What you are asked to do –
Reproduce the listing below exactly, beginning with its first line and ending with the line that holds "const g = document.querySelector('canvas').getContext('2d');"; pictures are not part of the copy.

Material shown –
----------

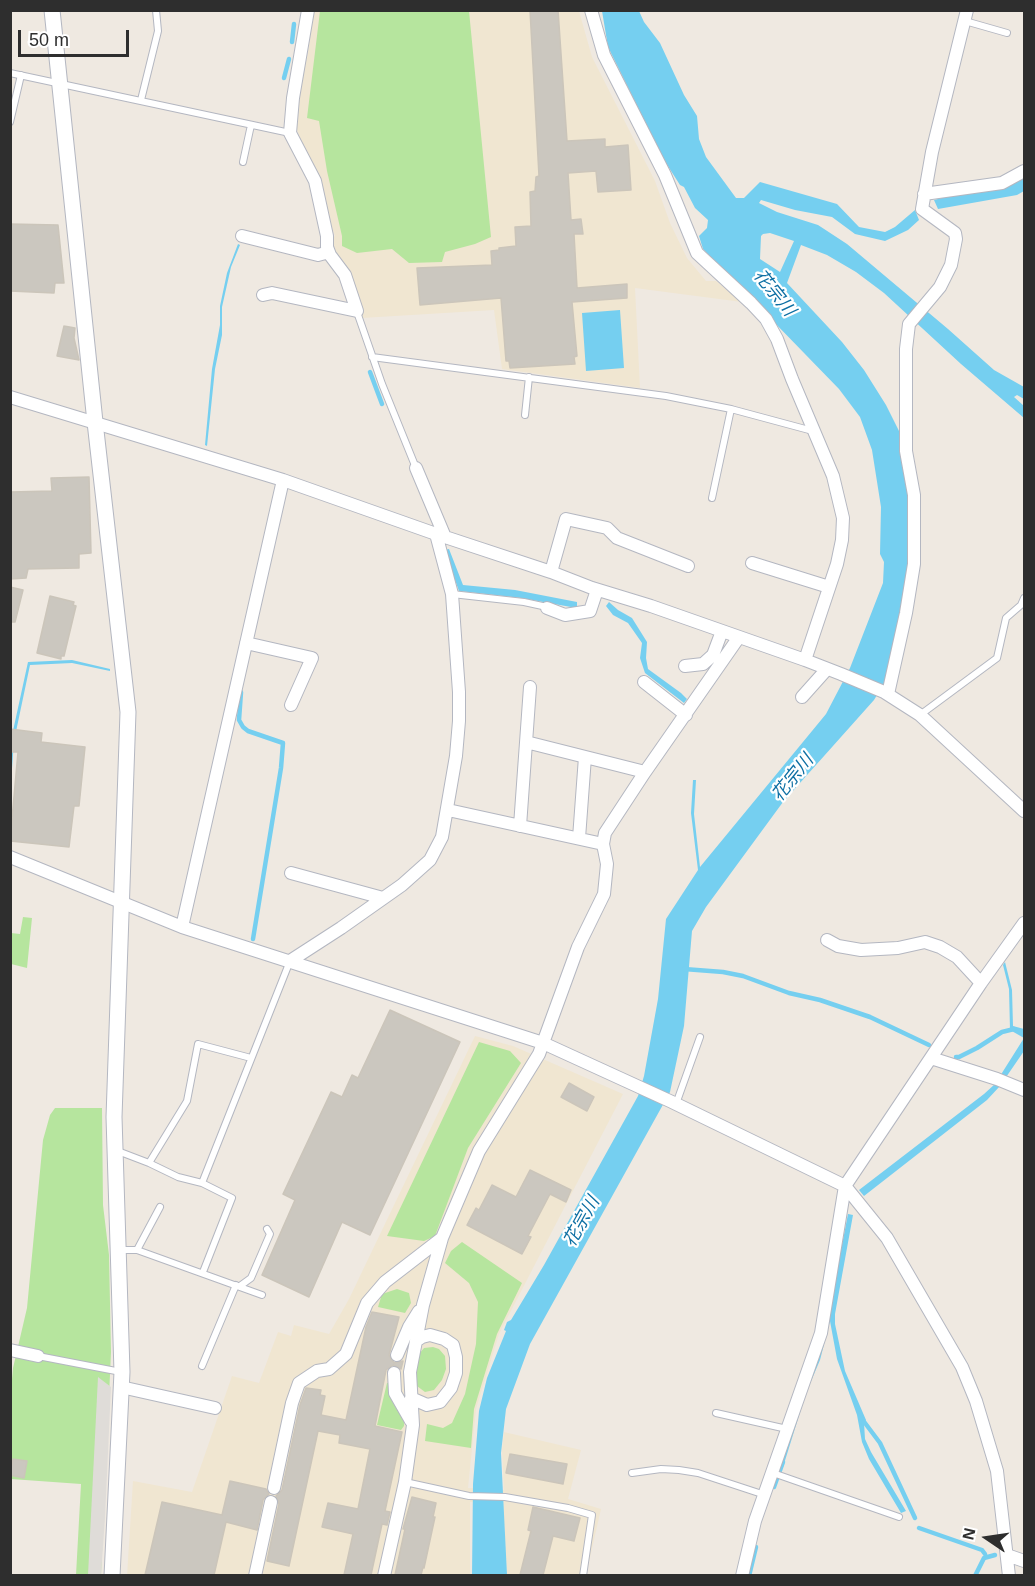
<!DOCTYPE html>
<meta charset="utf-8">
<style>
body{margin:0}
#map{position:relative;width:1035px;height:1586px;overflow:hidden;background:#efe9e1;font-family:Arial,sans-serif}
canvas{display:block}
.frame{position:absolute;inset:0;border:12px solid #2e2e2e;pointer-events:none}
.north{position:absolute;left:957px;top:1508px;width:60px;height:60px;-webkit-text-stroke:4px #fff;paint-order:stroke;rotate:283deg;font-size:16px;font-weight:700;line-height:24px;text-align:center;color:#2e2e2e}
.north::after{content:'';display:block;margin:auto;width:21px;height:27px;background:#2e2e2e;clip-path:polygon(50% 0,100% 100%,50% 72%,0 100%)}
.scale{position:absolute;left:18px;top:30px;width:111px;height:27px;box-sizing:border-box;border:3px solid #2e2e2e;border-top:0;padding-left:8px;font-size:18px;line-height:21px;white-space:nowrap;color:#2e2e2e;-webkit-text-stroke:4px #fff;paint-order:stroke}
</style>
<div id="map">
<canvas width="1035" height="1586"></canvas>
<div class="frame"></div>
<div class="north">N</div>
<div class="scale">50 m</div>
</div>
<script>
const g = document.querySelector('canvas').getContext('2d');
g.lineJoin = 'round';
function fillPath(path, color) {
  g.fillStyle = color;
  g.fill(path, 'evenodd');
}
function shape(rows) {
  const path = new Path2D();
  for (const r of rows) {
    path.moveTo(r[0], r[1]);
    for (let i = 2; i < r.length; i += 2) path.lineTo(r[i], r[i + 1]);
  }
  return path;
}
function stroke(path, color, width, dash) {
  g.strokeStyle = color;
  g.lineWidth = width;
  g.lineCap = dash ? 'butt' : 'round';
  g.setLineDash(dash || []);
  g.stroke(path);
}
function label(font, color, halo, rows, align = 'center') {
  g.font = font + ' Arial,"Noto Sans JP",sans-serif';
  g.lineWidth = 4.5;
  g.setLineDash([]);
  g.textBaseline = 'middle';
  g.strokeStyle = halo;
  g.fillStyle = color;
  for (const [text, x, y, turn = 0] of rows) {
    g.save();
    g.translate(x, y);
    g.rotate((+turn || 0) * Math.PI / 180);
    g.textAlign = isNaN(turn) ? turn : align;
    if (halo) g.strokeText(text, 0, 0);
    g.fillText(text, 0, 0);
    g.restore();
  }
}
const education = shape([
 [313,11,579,11,592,57,655,181,670,223,687,258,706,281,716,281,742,302,635,288,640,388,502,369,494,310,362,318,348,272,332,248,332,238,335,236,296,127,298,121,300,88,308,53],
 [475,1036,513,1046,623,1094,499,1334,476,1409,468,1488,504,1490,502,1450,504,1432,581,1450,568,1499,601,1509,586,1575,507,1575,503,1501,470,1502,470,1575,127,1576,133,1481,192,1492,232,1376,259,1383,278,1332,291,1336,294,1325,329,1334,349,1299]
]);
const green = shape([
 [320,11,469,11,491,237,475,244,445,252,442,262,409,263,392,249,357,253,342,246,342,236,327,171,319,121,307,118],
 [23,917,32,918,27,968,11,964,11,933,20,934],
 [479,1042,510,1051,521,1063,468,1148,435,1236,424,1241,387,1236],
 [55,1108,102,1108,103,1205,109,1255,111,1352,101,1575,76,1575,81,1484,11,1479,11,1390,13,1368,27,1308,43,1140,50,1115],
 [462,1242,522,1283,497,1334,474,1409,471,1448,425,1441,427,1424,443,1428,452,1423,465,1394,476,1344,478,1302,469,1283,445,1263,451,1251],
 [397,1289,409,1293,411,1303,405,1313,378,1307,382,1294],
 [433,1347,439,1349,445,1356,446,1369,442,1380,434,1390,425,1392,417,1386,415,1380,419,1354,424,1348],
 [387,1383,389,1383,394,1403,404,1417,404,1426,401,1430,377,1425]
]);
const plaza = shape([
 [98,1377,111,1387,105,1518,101,1575,88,1575]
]);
const water = shape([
 [602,11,639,11,644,22,660,43,684,95,697,116,699,139,706,157,736,198,744,198,760,182,837,204,859,227,885,232,895,227,915,210,919,220,908,230,885,241,855,234,832,217,795,210,761,200,759,203,777,212,818,225,847,244,948,329,994,370,1024,387,1024,399,1017,395,1014,397,1024,406,1024,418,961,364,884,293,856,272,827,255,801,245,787,283,842,342,864,370,886,405,899,431,910,501,911,554,907,582,886,680,874,700,783,802,706,907,692,931,684,1026,670,1092,530,1344,506,1409,501,1453,507,1575,472,1576,473,1484,479,1411,487,1378,506,1331,504,1330,507,1322,511,1320,544,1265,638,1096,644,1076,658,999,666,919,698,870,691,813,693,780,696,780,694,814,700,867,826,714,850,668,883,583,884,562,880,554,881,507,872,450,860,417,839,389,703,249,699,236,707,228,708,220,695,208,684,187,680,185,664,160,608,47],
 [770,233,794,241,780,272,760,259,761,236,763,234],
 [1024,177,1024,191,1017,195,938,209,934,200],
 [238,244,240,245,231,267,222,307,222,335,215,369,207,446,205,445,212,369,220,325,220,306,227,273],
 [620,310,624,368,586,371,582,313],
 [449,549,463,585,515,590,577,602,577,607,571,607,521,598,459,591,444,550],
 [609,602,618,610,632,618,647,642,646,658,648,669,681,693,687,699,684,703,645,673,640,658,642,643,628,623,613,615,606,606],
 [72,660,110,669,110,671,72,663,30,665,14,741,11,782,11,740,28,662],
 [1005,962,1012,990,1013,1026,1024,1029,1024,1051,1000,1086,987,1100,864,1196,859,1190,984,1094,995,1084,1024,1038,1010,1030,1009,989,1003,965],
 [848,1214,853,1215,835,1314,835,1324,845,1371,866,1420,864,1423,865,1439,871,1452,906,1511,901,1513,869,1459,862,1442,857,1415,837,1359,830,1321,820,1360,806,1393,783,1467,781,1466,793,1423,824,1337]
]);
const stream = shape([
 [292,42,294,24],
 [284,78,289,59],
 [370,372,382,404],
 [241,692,239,720,243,727,248,731,283,743,281,768,253,939],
 [684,969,723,972,743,976,789,993,820,1000,870,1017,929,1045],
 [956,1057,959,1057,977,1048,1002,1032,1014,1029],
 [862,1419,880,1443,915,1518],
 [774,1487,783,1462],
 [919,1528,982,1550,985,1554],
 [749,1576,756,1547],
 [975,1576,984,1558,995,1555]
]);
const building = shape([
 [530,10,558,10,567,141,605,139,605,147,628,145,631,190,598,192,596,171,568,173,571,220,581,219,583,234,574,234,577,288,627,284,627,298,572,302,577,356,574,357,575,364,510,368,509,361,506,361,501,298,420,305,417,268,492,265,491,251,499,250,499,248,516,246,515,227,531,226,530,192,535,191,536,177,539,176,530,10],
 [10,224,58,225,64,283,55,283,54,293,10,291,10,224],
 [64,326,75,328,74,338,79,360,57,356,64,326],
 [89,477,91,553,79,554,79,568,28,569,26,578,10,579,10,492,52,491,51,478,89,477],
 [10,587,23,590,15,622,10,622,10,587],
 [50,596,74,602,73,605,76,606,64,656,61,656,61,659,37,653,50,596],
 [10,729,42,733,41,742,85,747,79,806,74,806,69,847,10,841,18,752,10,752,10,729],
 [390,1010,460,1042,370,1235,342,1222,309,1297,262,1275,295,1200,283,1194,331,1092,342,1097,352,1075,358,1078,390,1010],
 [569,1083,594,1097,587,1111,561,1097,569,1083],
 [530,1170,571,1190,566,1202,550,1194,528,1236,531,1237,522,1254,467,1225,476,1208,479,1210,492,1185,516,1197,530,1170],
 [372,1312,399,1317,389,1355,394,1363,403,1361,401,1369,393,1365,386,1370,375,1426,402,1432,385,1511,390,1512,387,1525,382,1524,371,1575,344,1575,353,1534,322,1527,328,1503,358,1509,370,1449,339,1443,340,1435,318,1431,289,1566,267,1561,279,1504,276,1496,282,1490,300,1405,306,1388,321,1390,320,1395,325,1396,321,1415,346,1420,366,1327,372,1312],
 [510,1454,567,1464,563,1484,506,1473,510,1454],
 [13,1459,27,1461,24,1478,10,1475,13,1459],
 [230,1481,266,1489,269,1494,263,1500,257,1530,226,1522,214,1575,145,1575,162,1502,222,1515,230,1481],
 [412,1497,436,1503,433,1517,435,1517,424,1568,423,1567,421,1575,395,1575,405,1529,403,1529,412,1497],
 [533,1507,580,1518,574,1541,553,1536,543,1575,520,1575,531,1531,528,1530,533,1507]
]);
const service = shape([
 [965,21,1007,33],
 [10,73,290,133],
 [141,100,158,31,156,10],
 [10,122,21,75],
 [243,162,251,125],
 [357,312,382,384,416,468],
 [372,357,666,396,731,409,809,430],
 [525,415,529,377],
 [712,498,731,409],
 [452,594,524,602,547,607],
 [920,715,997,658,1006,618,1021,605,1024,598],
 [676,1104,700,1037],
 [115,1150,149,1163,187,1101,198,1044,251,1058],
 [149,1163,178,1177,202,1183],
 [119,1250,137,1250,262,1295],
 [137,1250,160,1207],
 [203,1272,232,1198,202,1183,290,961],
 [240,1286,251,1278,270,1234,267,1229],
 [38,1356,121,1372],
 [202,1366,236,1285],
 [716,1413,787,1429],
 [632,1473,661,1469,679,1470,698,1473,765,1495],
 [773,1473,899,1517],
 [405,1482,469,1496,505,1497,568,1508,592,1515,583,1576]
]);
const minor = shape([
 [591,10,604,55,665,175,697,253,751,303,766,319,777,339,792,379,833,476,843,518,842,540,837,564,805,660],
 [924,194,1002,183,1024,171],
 [242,236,318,255,329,252],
 [263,295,272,293,357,311,345,275,330,255,327,247,327,236,315,181,290,133,293,98,308,10],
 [10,397,283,480,436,534,551,572,592,588,651,606,805,660,841,674,884,692,920,715,1024,811],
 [416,468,445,537],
 [752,563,829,587],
 [551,572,566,519,607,528,617,538,688,566],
 [547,608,565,615,590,611,597,590],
 [246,643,312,658,291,705],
 [685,666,703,664,713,655,722,631],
 [644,682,686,715],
 [888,694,906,613,914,564,914,495,906,451,906,349,909,324,940,287,951,265,956,239,955,233,922,209,932,152,967,10],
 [802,697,827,669],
 [526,742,645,772],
 [448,810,603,844],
 [520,826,530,687],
 [579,838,585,757],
 [10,857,182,927,543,1043,672,1102,845,1186,887,1238,962,1367,976,1401,997,1471,1009,1576],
 [291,873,383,898],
 [182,927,283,480],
 [827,940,838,946,861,950,898,948,925,942,940,947,957,957,981,983],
 [290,961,341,928,402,885,430,860,442,837,456,756,459,721,459,692,452,594,436,534],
 [931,1058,997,1079,1024,1090],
 [10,1350,38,1356],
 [397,1355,409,1327,419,1311],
 [394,1373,395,1393,411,1421],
 [121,1387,215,1408],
 [411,1398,427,1405,440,1402,451,1388,456,1373,456,1357,453,1345,444,1339,430,1335,422,1337,416,1341],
 [274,1488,292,1403,299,1383,317,1371,329,1369,346,1354,367,1303,385,1282,442,1238],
 [1007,1555,1024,1561],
 [255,1576,271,1502],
 [384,1576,405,1482,413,1425,410,1372,423,1305,442,1238,479,1151,539,1054,578,947,604,894,607,864,603,844,605,833,645,772,739,637],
 [742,1576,755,1521,821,1333,845,1186,981,983,1024,923]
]);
const tertiary = shape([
 [52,10,95,422,128,712,114,1117,122,1372,112,1576]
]);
const waterNames = [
 ["花宗川",774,293,51],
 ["花宗川",793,778,-51],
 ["花宗川",582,1222,-61]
];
fillPath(education, '#f0e6d1');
fillPath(green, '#b6e59e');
fillPath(plaza, '#dfdcd8');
fillPath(water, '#75cff0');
stroke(stream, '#75cff0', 4.5);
fillPath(building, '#cbc7bf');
stroke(building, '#cbc5ba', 1.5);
stroke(service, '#b4b7c1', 8);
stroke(minor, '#b4b7c1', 14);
stroke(tertiary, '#b4b7c1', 17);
stroke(service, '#fff', 6);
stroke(minor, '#fff', 12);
stroke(tertiary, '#fff', 15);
label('italic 18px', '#0d6fa3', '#fff', waterNames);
</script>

----------

Solution below –
<!DOCTYPE html>
<meta charset="utf-8">
<style>
body{margin:0}
#map{position:relative;width:1035px;height:1586px;overflow:hidden;background:#efe9e1;font-family:Arial,sans-serif}
canvas{display:block}
.frame{position:absolute;inset:0;border:12px solid #2e2e2e;pointer-events:none}
.north{position:absolute;left:957px;top:1508px;width:60px;height:60px;-webkit-text-stroke:4px #fff;paint-order:stroke;rotate:283deg;font-size:16px;font-weight:700;line-height:24px;text-align:center;color:#2e2e2e}
.north::after{content:'';display:block;margin:auto;width:21px;height:27px;background:#2e2e2e;clip-path:polygon(50% 0,100% 100%,50% 72%,0 100%)}
.scale{position:absolute;left:18px;top:30px;width:111px;height:27px;box-sizing:border-box;border:3px solid #2e2e2e;border-top:0;padding-left:8px;font-size:18px;line-height:21px;white-space:nowrap;color:#2e2e2e;-webkit-text-stroke:4px #fff;paint-order:stroke}
</style>
<div id="map">
<canvas width="1035" height="1586"></canvas>
<div class="frame"></div>
<div class="north">N</div>
<div class="scale">50 m</div>
</div>
<script>
const g = document.querySelector('canvas').getContext('2d');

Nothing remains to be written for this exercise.